Derived from Area under v-t graph (Area of rectangle + Area of triangle).

Third Equation of Motion

v² - u² = 2as

Derived from Area of Trapezium under v-t graph.

Stopping Distance: Distance traveled before coming to rest.

d_s = u² / 2a

6. Relative Velocity

Velocity of object A with respect to object B.

v_AB = v_A - v_B

If moving in same direction: subtract speeds.
If moving in opposite direction: add speeds.

Numericals - Motion in a Straight Line

Numericals

Average Velocity

Q1. A car travels from point A to B at 30 km/h and returns from B to A at 20 km/h. Find average speed and average velocity.

Distance A to B = B to A = x km.

Time t₁ = x / 30

Time t₂ = x / 20

Average Speed:

V_avg = Total Distance / Total Time

V_avg = 2x / (x/30 + x/20)

V_avg = 2 / (1/30 + 1/20)

V_avg = 2 / [(2+3)/60]

V_avg = (2 × 60) / 5

V_avg = 120 / 5 = 24 km/h

Average Velocity:

Displacement is zero (returns to start).

Velocity_avg = 0 km/h

Equations of Motion

Q2. A car moving at 10 m/s accelerates constantly at 2 m/s². How much distance does it cover in 10 seconds?

Given: u = 10 m/s, a = 2 m/s², t = 10 s

s = ut + ½at²

s = (10 × 10) + ½ × 2 × (10)²

s = 100 + (1 × 100)

s = 100 + 100

s = 200 m

Calculus - Differentiation

Q3. The displacement of a particle is given by x = 3t² + 2t + 5 meters.
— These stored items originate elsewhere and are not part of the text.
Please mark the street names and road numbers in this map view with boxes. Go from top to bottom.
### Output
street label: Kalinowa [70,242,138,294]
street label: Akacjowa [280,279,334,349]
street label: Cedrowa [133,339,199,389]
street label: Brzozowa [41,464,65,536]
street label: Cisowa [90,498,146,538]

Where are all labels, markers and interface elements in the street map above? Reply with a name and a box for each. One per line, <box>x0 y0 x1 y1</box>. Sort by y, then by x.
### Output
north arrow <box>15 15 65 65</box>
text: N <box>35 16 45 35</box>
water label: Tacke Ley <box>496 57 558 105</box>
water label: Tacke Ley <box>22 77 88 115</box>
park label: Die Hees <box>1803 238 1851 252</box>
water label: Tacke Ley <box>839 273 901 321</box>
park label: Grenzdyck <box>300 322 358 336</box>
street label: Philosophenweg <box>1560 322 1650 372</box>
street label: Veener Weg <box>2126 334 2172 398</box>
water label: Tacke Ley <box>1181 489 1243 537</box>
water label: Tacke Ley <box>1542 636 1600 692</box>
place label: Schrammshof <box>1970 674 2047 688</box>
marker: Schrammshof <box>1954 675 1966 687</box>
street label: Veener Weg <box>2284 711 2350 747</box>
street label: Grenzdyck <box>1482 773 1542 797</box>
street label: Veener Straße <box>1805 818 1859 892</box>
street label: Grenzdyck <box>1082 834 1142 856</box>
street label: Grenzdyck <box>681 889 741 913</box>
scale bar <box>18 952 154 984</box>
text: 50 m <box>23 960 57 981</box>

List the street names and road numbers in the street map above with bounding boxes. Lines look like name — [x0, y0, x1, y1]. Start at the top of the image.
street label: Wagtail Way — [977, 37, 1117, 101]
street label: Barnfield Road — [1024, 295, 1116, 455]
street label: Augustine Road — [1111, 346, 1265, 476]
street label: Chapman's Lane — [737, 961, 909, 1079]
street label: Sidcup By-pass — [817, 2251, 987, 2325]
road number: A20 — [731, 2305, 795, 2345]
Find instantaneous velocity at t = 2s.

Velocity v = dx/dt

v = d/dt (3t² + 2t + 5)

v = 3(2t) + 2(1) + 0

v = 6t + 2

At t = 2s:

v = 6(2) + 2

v = 12 + 2

v = 14 m/s

Calculus - Integration

Q4. Acceleration of a particle is a = 2t m/s². If initial velocity is 5 m/s, find velocity at t=3s.

a = dv/dt → dv = a dt

∫ dv = ∫ 2t dt

v = t² + C

At t=0, v=5 m/s (Initial Condition)

5 = 0² + C → C = 5

Equation: v = t² + 5

At t=3s:

v = (3)² + 5

v = 9 + 5

v = 14 m/s

Free Fall

Q5. A ball is dropped from a tower of height 80m. Take g = 10 m/s². Find the time taken to reach the ground.

u = 0 (dropped), s = 80 m, a = g = 10 m/s²

s = ut + ½at²

80 = 0 + ½ × 10 × t²

80 = 5t²

t² = 16

t = 4 s

nth Second Distance

Q6. Find ratio of distances derived in 3rd second and 3 seconds starting from rest.

Distance in nth second: S_n = u + a/2 (2n - 1)

Distance in n seconds: S = ut + ½at²

Given u = 0.

In 3rd second (n=3):

S_3rd = 0 + a/2 (2×3 - 1) = 5a/2

In 3 seconds (t=3):

S₃ = 0 + ½a(3)² = 9a/2

Ratio:

Ratio = (5a/2) : (9a/2)

Ratio = 5 : 9

Stopping Distance

Q7. A car moving at 20 m/s is stopped by applying brakes which produce retardation of 4 m/s². Find stopping distance.

u = 20 m/s, v = 0, a = -4 m/s²

v² - u² = 2as

0 - (20)² = 2 × (-4) × s

-400 = -8s

s = 400 / 8

s = 50 m

Relative Velocity

Q8. Two trains A and B of lengths 100m and 150m are moving in opposite directions at 54 km/h and 72 km/h. Time to cross?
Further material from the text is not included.